— WHAT TO PRODUCE —
A single number is required: how many lines in the records below contain "this".

+++ SUPPLIED RECORDS +++

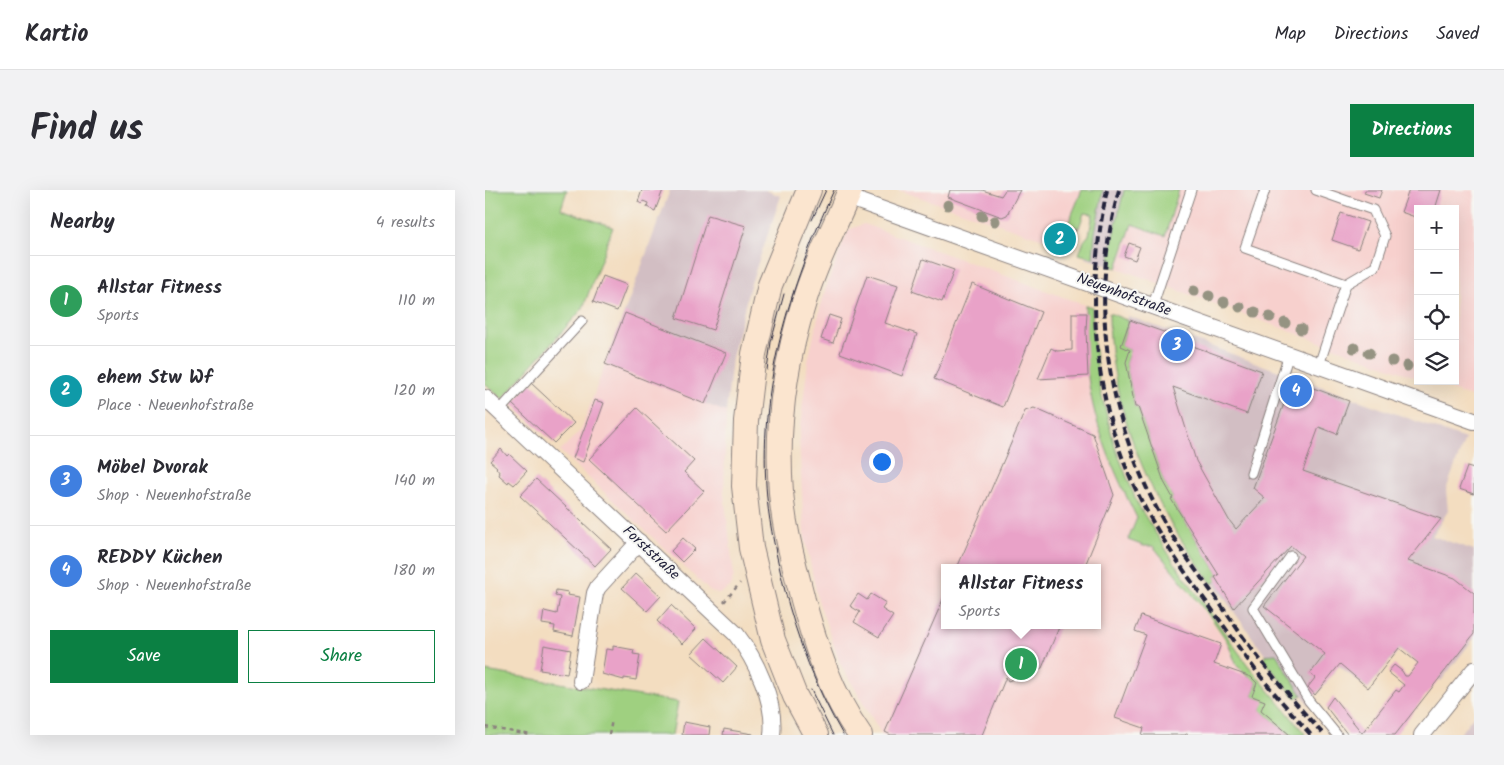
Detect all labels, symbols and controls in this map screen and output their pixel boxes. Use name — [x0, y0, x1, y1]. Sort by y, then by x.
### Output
text: Kartio — [25, 15, 88, 54]
text: Map — [1274, 20, 1306, 49]
text: Directions — [1334, 20, 1408, 49]
text: Saved — [1436, 20, 1479, 49]
text: Find us — [30, 102, 143, 158]
button: Directions — [1350, 104, 1474, 157]
map controls — [1414, 205, 1459, 385]
button: + — [1414, 205, 1459, 250]
text: Nearby — [50, 206, 115, 239]
text: 4 results — [376, 210, 435, 235]
pin: 2 — [1044, 220, 1076, 258]
button: − — [1414, 250, 1459, 295]
street label: Neuenhofstraße — [1073, 267, 1175, 323]
text: Allstar Fitness — [97, 273, 222, 303]
text: 1 — [64, 288, 68, 313]
text: 110 m — [398, 288, 435, 313]
button: locate — [1414, 295, 1459, 340]
text: Sports — [97, 303, 139, 328]
pin: 3 — [1161, 326, 1193, 364]
button: layers — [1414, 340, 1459, 385]
text: ehem Stw Wf — [97, 363, 212, 393]
pin: 4 — [1280, 372, 1312, 410]
text: 2 — [61, 378, 71, 403]
text: 120 m — [394, 378, 435, 403]
text: Place · Neuenhofstraße — [97, 393, 254, 418]
your location — [869, 449, 895, 475]
text: Möbel Dvorak — [97, 453, 208, 483]
text: 3 — [62, 468, 70, 493]
text: 140 m — [394, 468, 435, 493]
text: Shop · Neuenhofstraße — [97, 483, 251, 508]
street label: Forststraße — [617, 520, 686, 586]
text: REDDY Küchen — [97, 543, 223, 573]
text: 4 — [62, 558, 70, 583]
text: 180 m — [393, 558, 435, 583]
popup — [941, 564, 1101, 629]
text: Allstar Fitness — [959, 569, 1083, 599]
text: Shop · Neuenhofstraße — [97, 573, 251, 598]
text: Sports — [959, 599, 1000, 624]
button: Save — [50, 630, 238, 683]
button: Share — [248, 630, 435, 683]
pin: 1 — [1005, 645, 1037, 683]

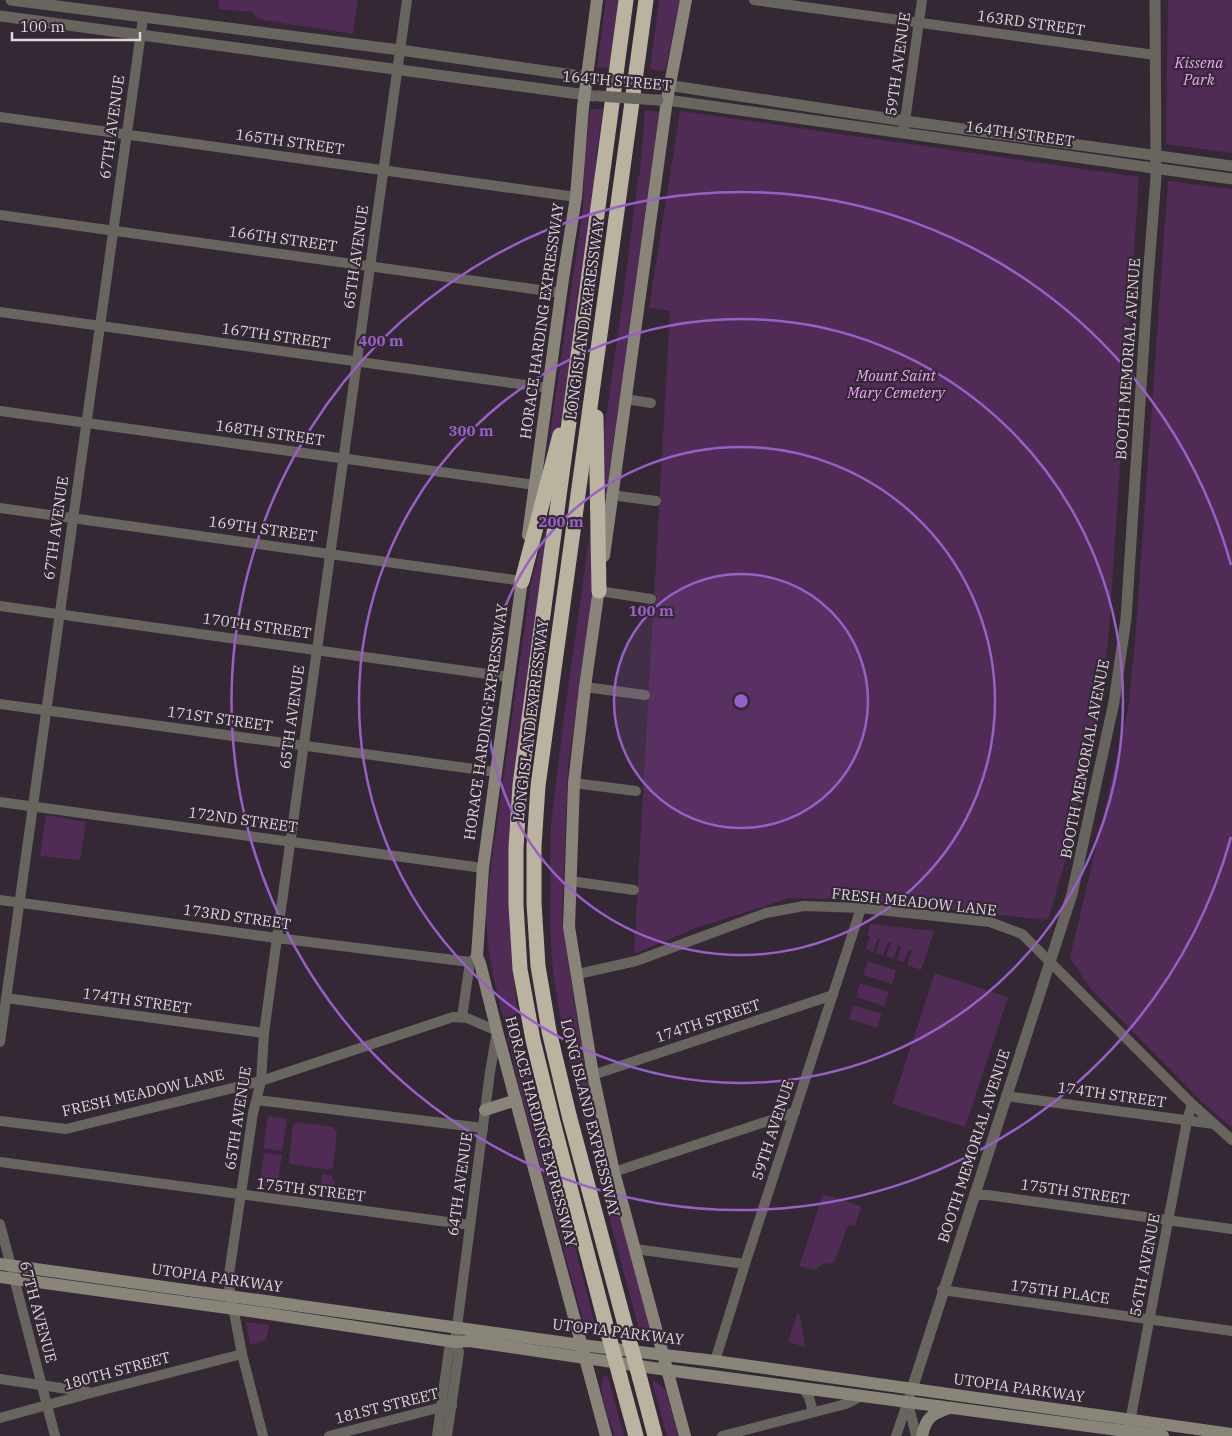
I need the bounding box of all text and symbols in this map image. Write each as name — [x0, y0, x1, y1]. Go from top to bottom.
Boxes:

+++

— THE ANSWER —
2